Directions for this task – Scan the entries below for the word "halo" and copy every line where it turns up.

Start of Data supplied

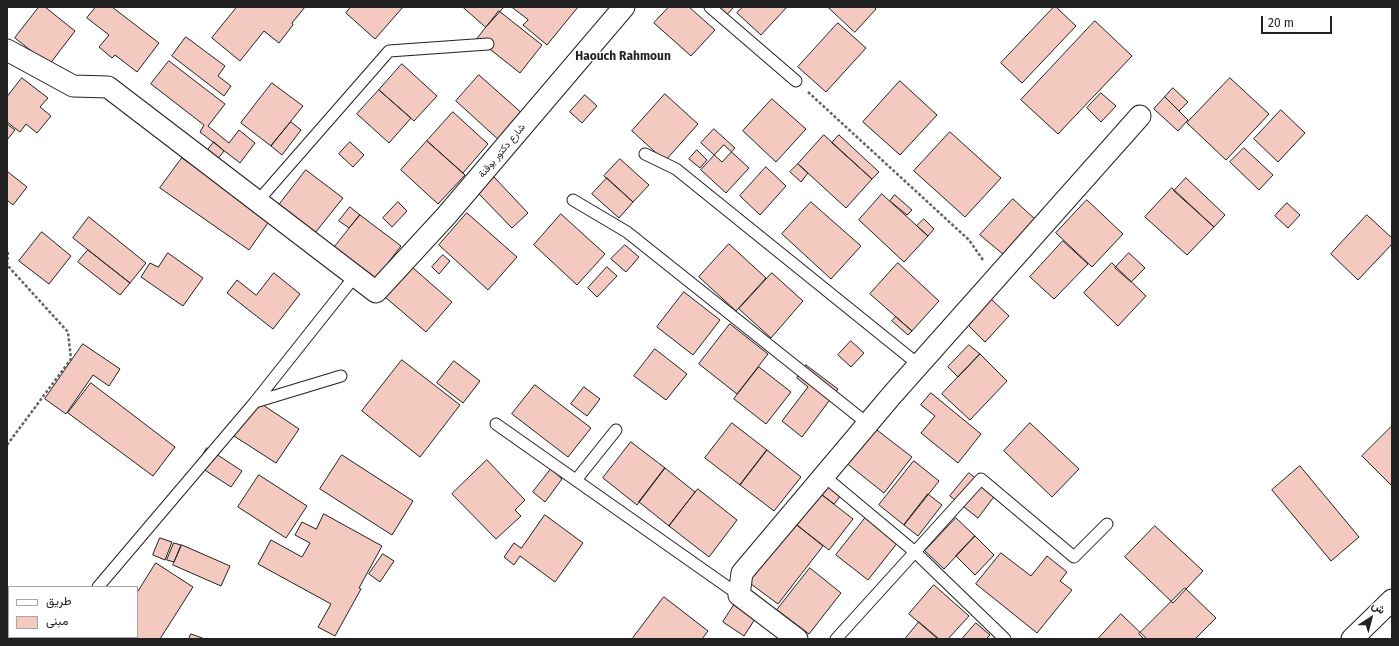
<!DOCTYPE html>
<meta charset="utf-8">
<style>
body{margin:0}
#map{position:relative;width:1399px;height:646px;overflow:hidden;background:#fff;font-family:"Fira Sans",Vazirmatn,sans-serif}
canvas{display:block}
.frame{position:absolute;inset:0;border:8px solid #222;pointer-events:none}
.legend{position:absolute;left:8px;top:586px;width:130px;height:52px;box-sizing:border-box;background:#fff;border:1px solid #a7a7a7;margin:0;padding:5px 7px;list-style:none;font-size:12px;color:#222}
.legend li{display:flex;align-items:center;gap:8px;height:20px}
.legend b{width:20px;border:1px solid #a7a7a7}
.north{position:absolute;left:1351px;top:598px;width:40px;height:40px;-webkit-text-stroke:3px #fff;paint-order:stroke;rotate:36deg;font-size:11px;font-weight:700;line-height:16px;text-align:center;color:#222}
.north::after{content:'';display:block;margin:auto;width:14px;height:18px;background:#222;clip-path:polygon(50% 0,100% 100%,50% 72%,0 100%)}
.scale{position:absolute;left:1261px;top:16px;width:71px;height:18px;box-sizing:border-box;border:2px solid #222;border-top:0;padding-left:5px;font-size:12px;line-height:14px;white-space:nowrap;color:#222;-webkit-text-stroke:3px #fff;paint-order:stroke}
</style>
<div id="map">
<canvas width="1399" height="646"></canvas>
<div class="frame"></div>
<ul class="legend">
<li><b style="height:5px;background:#fff"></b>طريق</li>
<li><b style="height:11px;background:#f3c9c0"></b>مبنى</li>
</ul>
<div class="north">ش</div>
<div class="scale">20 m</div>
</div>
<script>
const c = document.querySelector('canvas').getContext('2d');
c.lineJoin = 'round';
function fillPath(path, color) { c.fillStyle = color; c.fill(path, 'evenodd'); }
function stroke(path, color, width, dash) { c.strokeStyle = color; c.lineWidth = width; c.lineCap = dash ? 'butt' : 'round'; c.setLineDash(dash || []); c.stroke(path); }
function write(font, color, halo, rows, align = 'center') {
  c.font = font + ' "Fira Sans",Vazirmatn,sans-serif'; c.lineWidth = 3; c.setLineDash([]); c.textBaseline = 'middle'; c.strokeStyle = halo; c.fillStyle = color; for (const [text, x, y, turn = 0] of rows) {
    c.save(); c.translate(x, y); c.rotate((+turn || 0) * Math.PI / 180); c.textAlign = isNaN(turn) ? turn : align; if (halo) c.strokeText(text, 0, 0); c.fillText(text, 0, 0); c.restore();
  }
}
const building = new Path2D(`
 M39,7H45L75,31L49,65L15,38Z
 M96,7H112L159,43L137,72L115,55L112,58L99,47L109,35L87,18Z
 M237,7H305L292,23L293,25L279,43L264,31L240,61L212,38Z
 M351,7H403L375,39L346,13Z
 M463,7H504L486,27Z
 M512,7H578L547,45L523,25L528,20Z
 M669,7H689L715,30L691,56L654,23Z
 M704,7H734L720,22Z
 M743,7H787L761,35L737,13Z
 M828,7H874L876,9L855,32Z
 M1054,7H1056L1076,26L1022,83L1001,63Z
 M499,11L542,45L520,73L477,39Z
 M1095,21L1132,56L1058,134L1021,100Z
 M838,23L866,48L826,92L798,67Z
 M186,37L225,66L218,76L231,86L224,96L172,56Z
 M169,61L225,104L208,126L229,143L239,130L255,143L240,163L200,132L204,125L151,84Z
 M402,64L437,96L414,121L379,90Z
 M479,75L524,115L500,141L456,101Z
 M22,78L48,98L40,107L51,116L37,133L26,124L20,132L7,122V97Z
 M1230,78L1269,114L1226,160L1187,123Z
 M900,81L937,115L900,155L863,122Z
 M272,83L303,106L271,146L241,123Z
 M1173,88L1188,102L1179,111L1165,97Z
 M379,90L411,118L389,143L357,114Z
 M1101,93L1116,106L1101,122L1087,108Z
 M665,94L698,124L665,161L632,131Z
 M585,95L597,106L582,123L570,112Z
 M1165,97L1188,120L1178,131L1154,109Z
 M772,99L806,129L776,162L743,131Z
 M1281,110L1305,133L1278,162L1254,139Z
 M453,112L488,144L463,173L427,141Z
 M291,122L301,130L282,155L271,146Z
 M7,124L15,130L7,140Z
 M714,129L735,148L722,162L701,143Z
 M950,132L1001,178L965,217L914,171Z
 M824,135L872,179L846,208L798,164Z
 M839,135L879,172L872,179L832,143Z
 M427,141L465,175L438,204L401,170Z
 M214,142L224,151L217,160L207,151Z
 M350,142L364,155L353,167L339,154Z
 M724,145L749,168L726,193L701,170Z
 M1244,148L1273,175L1259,190L1230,162Z
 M697,150L707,160L700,168L689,159Z
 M182,158L270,220L249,250L160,188Z
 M620,159L649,185L633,202L604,176Z
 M798,164L808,173L801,182L790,172Z
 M766,167L786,186L760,215L740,196Z
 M306,170L343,198L315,233L279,205Z
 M8,172L27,187L13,205L7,200V174Z
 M494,177L528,213L512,228L478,193Z
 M607,178L633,202L619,218L592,194Z
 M1186,178L1225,215L1214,227L1174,191Z
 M1172,188L1214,227L1187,255L1145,217Z
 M882,194L928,236L904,262L859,220Z
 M895,195L912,210L907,215L890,201Z
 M1013,199L1036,220L1004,255L980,235Z
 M1087,200L1123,234L1092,267L1056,233Z
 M398,202L407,211L392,227L383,218Z
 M811,202L861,246L831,279L782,234Z
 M1287,203L1300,215L1288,228L1275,216Z
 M350,207L360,215L349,228L339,221Z
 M467,213L517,257L488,290L439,245Z
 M561,214L605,254L577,285L534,245Z
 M360,215L401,246L374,281L333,249Z
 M1367,215L1392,238V244L1358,280L1331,254Z
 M89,217L146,263L130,283L73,238Z
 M924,219L934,229L928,236L917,226Z
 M42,232L71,256L49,284L19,261Z
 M1063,241L1088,264L1054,299L1030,277Z
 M729,244L766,278L736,311L699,277Z
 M625,245L639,257L626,272L611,259Z
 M88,250L130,283L120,295L78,262Z
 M168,253L203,278L183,306L141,277L150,263L158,267Z
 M1129,253L1145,268L1131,282L1115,268Z
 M443,255L450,261L439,274L432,267Z
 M898,263L939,301L912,331L870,294Z
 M1112,263L1146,296L1118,326L1084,293Z
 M412,267L452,302L426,332L385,297Z
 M607,267L617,276L597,297L588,288Z
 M274,273L300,294L273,329L227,293L237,280L256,295Z
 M772,273L803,301L771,338L739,309Z
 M684,292L720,320L693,355L657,327Z
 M990,298L1009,316L985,342L966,323Z
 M896,317L912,331L908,335L892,321Z
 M730,324L768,354L737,394L699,364Z
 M851,341L864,353L851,367L838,355Z
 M83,344L120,369L109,386L93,375L66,414L45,399Z
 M969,345L980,354L958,377L948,367Z
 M655,349L687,374L666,400L634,376Z
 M980,354L1007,381L970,420L942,394Z
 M402,360L460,405L420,457L362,411Z
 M454,361L480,381L463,403L437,383Z
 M806,365L838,389L802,437L782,421L808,387L797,378Z
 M759,367L791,392L766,424L734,399Z
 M91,383L175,447L153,476L68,413Z
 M535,385L591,428L568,457L512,414Z
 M584,387L600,399L587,416L571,404Z
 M931,393L981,434L958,463L921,433L935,416L921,405Z
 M257,401L299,429L276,463L234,436Z
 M732,423L767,450L740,485L705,458Z
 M1030,423L1079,469L1052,497L1004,451Z
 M1392,426V486L1362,456Z
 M873,427L912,457L884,493L845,462Z
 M631,442L665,468L637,505L603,478Z
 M207,448L242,471L231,487L197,465Z
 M767,450L801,477L774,511L740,485Z
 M342,455L413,501L392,535L320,489Z
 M487,460L525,500L515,510L521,516L496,539L452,494Z
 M914,461L939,481L904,525L879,505Z
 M1300,466L1359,537L1331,561L1272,490Z
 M665,468L695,492L669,526L639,502Z
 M551,469L562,479L545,502L533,492Z
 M969,473L996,494L978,518L950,496Z
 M259,475L307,506L286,538L238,507Z
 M825,481L842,494L834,504L817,491Z
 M698,489L737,520L709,557L669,526Z
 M817,491L853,519L829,550L793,522Z
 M928,494L942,505L918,536L904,525Z
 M324,514L382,546L359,588L361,589L335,636L318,627L331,604L258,564L271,540L302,557L310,543L295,535L302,522L316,529Z
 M545,515L583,543L555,582L520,556L514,565L504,557L514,543L521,548Z
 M866,517L898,542L868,580L836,555Z
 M956,518L975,536L944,569L925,551Z
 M793,522L823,546L778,604L747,581Z
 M1155,526L1203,571L1173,603L1125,557Z
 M975,536L994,555L975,575L956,556Z
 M160,538L172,542L165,560L153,555Z
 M174,543L181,545L174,562L167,560Z
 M182,545L230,566L221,586L173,565Z
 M1001,553L1031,576L1047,556L1067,572L1060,581L1072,590L1037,633L976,584Z
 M383,554L394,561L380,582L369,574Z
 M156,563L193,587L160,639H135L132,637H137V593Z
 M810,568L841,593L809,634L777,610Z
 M934,585L969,616L948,639H938L909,614Z
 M1185,588L1216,618L1195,639H1144L1139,634Z
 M664,597L708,631L702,639H634L633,638Z
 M734,605L755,619L744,636L723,622Z
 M1121,614L1147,639H1098Z
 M919,622L939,639H905Z
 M976,623L990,635L986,639H962Z
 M191,634L205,639H189Z`);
fillPath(building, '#f3c9c0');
stroke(building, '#222', 1);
const lane = new Path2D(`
 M710,7L796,81
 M645,154L676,169L919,365
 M573,200L627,232L868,424
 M257,202L389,51L488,44
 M255,402L355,276
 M496,424L739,595
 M824,476L915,552L1005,639
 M576,480L616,430
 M98,587L255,402L341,376
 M54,639L56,637
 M836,639L981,479L1074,557L1107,524`);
const street = new Path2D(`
 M7,50L73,86L108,87L376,292L446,216L624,7
 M797,639L739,595L742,573L892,395L1140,116
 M1352,639L1392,600`);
stroke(lane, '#222', 13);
stroke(street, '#222', 23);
stroke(new Path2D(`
 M808,92L969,240L983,260
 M7,445L71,359L68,332L7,265L8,251`), '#646464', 2.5, [3, 2]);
stroke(lane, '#fff', 11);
stroke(street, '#fff', 21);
write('10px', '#222', '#fff', [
 ["شارع دكتور بوقنة",502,151,-50]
]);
write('bold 12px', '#222', '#fff', [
 ["Haouch Rahmoun",623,57]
]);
</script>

End of Data supplied

Final answer –
function write(font, color, halo, rows, align = 'center') {
  c.font = font + ' "Fira Sans",Vazirmatn,sans-serif'; c.lineWidth = 3; c.setLineDash([]); c.textBaseline = 'middle'; c.strokeStyle = halo; c.fillStyle = color; for (const [text, x, y, turn = 0] of rows) {
    c.save(); c.translate(x, y); c.rotate((+turn || 0) * Math.PI / 180); c.textAlign = isNaN(turn) ? turn : align; if (halo) c.strokeText(text, 0, 0); c.fillText(text, 0, 0); c.restore();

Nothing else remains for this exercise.